- **WHAT NEEDS TO BE DONE**: In the data below, how many lines contain the string "position"? Give only the number.

┌──

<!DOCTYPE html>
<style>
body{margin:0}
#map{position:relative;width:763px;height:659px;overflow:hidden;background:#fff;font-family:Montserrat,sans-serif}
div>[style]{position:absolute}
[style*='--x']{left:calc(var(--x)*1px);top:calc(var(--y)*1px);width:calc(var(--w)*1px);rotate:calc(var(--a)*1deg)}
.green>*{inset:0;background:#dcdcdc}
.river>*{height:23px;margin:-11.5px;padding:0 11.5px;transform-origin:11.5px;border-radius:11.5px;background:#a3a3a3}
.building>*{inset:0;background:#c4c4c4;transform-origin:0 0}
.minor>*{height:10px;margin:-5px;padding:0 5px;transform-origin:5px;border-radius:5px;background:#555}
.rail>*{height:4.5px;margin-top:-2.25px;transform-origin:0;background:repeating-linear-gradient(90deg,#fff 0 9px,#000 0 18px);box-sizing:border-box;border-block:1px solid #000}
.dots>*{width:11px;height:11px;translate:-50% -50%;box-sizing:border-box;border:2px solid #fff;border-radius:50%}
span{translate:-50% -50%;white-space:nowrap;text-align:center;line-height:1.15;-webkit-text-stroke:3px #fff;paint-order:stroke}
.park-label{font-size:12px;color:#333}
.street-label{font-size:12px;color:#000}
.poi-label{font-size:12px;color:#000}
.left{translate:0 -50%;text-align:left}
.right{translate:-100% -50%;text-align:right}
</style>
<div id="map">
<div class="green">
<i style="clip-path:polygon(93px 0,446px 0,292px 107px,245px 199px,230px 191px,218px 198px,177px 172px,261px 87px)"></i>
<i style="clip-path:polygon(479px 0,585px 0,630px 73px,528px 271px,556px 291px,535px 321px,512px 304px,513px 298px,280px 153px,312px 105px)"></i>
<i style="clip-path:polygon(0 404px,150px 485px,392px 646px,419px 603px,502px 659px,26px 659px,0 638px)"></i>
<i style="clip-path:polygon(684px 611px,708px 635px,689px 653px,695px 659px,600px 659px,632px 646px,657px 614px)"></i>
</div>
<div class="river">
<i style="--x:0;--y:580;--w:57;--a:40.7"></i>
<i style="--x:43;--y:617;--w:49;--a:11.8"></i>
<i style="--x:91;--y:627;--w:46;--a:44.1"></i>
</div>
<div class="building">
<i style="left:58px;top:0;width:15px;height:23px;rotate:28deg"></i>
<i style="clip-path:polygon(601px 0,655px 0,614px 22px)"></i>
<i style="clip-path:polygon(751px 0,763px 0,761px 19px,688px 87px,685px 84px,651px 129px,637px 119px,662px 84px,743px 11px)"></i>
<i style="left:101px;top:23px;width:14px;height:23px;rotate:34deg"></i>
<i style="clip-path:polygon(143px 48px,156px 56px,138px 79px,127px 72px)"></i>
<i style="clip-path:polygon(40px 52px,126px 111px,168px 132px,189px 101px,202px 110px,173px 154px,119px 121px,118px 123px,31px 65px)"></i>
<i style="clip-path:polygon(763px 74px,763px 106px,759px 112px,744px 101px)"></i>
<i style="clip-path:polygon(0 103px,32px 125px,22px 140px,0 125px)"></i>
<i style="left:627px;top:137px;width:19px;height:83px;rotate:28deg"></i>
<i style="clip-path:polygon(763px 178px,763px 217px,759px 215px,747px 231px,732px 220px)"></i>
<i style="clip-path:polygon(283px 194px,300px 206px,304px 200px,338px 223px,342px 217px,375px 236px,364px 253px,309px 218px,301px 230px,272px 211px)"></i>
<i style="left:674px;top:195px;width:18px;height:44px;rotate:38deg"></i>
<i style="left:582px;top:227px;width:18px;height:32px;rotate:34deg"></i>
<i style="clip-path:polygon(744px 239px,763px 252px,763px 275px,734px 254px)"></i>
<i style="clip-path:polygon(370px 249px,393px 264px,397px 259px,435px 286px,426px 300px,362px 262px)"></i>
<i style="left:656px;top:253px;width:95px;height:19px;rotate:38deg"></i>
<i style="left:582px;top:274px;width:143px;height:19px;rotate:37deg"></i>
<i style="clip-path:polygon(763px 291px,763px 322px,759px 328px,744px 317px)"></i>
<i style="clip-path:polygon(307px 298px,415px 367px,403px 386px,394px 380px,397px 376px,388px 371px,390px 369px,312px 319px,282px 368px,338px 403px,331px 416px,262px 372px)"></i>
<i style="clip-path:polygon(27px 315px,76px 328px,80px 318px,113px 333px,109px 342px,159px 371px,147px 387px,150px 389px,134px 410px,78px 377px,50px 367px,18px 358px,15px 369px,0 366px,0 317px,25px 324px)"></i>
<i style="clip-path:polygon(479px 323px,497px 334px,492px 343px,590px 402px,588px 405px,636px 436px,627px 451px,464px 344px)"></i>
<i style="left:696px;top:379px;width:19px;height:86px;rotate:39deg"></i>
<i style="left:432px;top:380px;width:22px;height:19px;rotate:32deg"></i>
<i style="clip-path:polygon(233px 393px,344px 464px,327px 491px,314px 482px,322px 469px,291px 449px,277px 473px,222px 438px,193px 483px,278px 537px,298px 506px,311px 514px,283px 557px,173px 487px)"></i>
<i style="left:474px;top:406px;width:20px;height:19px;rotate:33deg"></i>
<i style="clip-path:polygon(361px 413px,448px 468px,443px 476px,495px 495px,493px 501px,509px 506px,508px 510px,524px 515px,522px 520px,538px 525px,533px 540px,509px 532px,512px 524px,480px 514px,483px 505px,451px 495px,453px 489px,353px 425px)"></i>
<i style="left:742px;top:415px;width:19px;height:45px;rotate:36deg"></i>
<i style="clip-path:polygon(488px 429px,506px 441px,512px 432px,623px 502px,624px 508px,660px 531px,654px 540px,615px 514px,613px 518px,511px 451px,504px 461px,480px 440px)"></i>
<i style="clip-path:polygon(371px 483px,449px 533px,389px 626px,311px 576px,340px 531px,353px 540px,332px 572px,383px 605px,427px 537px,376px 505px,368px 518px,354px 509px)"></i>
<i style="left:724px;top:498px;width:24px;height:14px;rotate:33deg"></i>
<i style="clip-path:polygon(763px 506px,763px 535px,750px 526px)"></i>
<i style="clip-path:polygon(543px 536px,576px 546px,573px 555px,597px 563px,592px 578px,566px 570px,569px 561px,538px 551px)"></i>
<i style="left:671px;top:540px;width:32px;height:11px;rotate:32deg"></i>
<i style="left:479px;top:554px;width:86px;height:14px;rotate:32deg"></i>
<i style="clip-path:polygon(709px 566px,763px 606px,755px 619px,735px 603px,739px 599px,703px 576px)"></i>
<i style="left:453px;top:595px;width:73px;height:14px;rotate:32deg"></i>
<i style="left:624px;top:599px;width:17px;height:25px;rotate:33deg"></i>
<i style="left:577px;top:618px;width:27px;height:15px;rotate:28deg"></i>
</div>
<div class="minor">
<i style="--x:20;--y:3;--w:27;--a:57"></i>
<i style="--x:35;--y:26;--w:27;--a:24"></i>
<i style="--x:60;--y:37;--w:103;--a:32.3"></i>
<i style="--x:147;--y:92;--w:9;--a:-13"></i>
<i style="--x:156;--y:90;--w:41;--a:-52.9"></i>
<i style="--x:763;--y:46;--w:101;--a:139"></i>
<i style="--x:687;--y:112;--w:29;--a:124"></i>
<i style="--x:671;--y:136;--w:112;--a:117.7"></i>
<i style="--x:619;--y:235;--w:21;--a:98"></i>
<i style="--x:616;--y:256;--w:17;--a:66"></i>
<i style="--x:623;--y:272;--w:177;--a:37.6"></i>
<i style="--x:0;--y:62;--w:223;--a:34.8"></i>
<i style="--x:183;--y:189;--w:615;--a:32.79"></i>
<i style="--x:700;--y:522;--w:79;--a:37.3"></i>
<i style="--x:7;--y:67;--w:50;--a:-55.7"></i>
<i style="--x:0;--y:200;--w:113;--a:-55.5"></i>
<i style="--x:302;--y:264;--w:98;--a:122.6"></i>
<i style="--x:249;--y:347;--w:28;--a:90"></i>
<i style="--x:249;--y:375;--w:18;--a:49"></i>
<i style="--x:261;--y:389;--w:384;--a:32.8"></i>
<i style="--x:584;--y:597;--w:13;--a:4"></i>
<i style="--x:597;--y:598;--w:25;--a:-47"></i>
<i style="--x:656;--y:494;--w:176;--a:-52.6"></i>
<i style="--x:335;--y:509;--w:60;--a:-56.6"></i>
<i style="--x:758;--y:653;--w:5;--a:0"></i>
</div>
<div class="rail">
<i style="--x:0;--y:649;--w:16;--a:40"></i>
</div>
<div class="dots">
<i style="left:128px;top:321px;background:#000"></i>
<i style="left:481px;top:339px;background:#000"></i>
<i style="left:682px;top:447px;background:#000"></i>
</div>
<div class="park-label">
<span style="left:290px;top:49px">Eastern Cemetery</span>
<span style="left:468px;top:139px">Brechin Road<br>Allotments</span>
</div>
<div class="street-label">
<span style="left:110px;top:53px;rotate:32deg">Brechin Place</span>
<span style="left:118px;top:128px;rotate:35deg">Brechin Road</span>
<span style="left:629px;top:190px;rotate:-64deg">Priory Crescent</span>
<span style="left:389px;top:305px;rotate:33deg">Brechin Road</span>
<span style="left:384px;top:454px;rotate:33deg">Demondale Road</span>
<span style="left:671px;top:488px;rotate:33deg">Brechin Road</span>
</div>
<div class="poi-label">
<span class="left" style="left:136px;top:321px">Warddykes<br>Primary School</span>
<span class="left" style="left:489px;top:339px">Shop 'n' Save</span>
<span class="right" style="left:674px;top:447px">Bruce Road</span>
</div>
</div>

└──

- **RESPONSE**: 2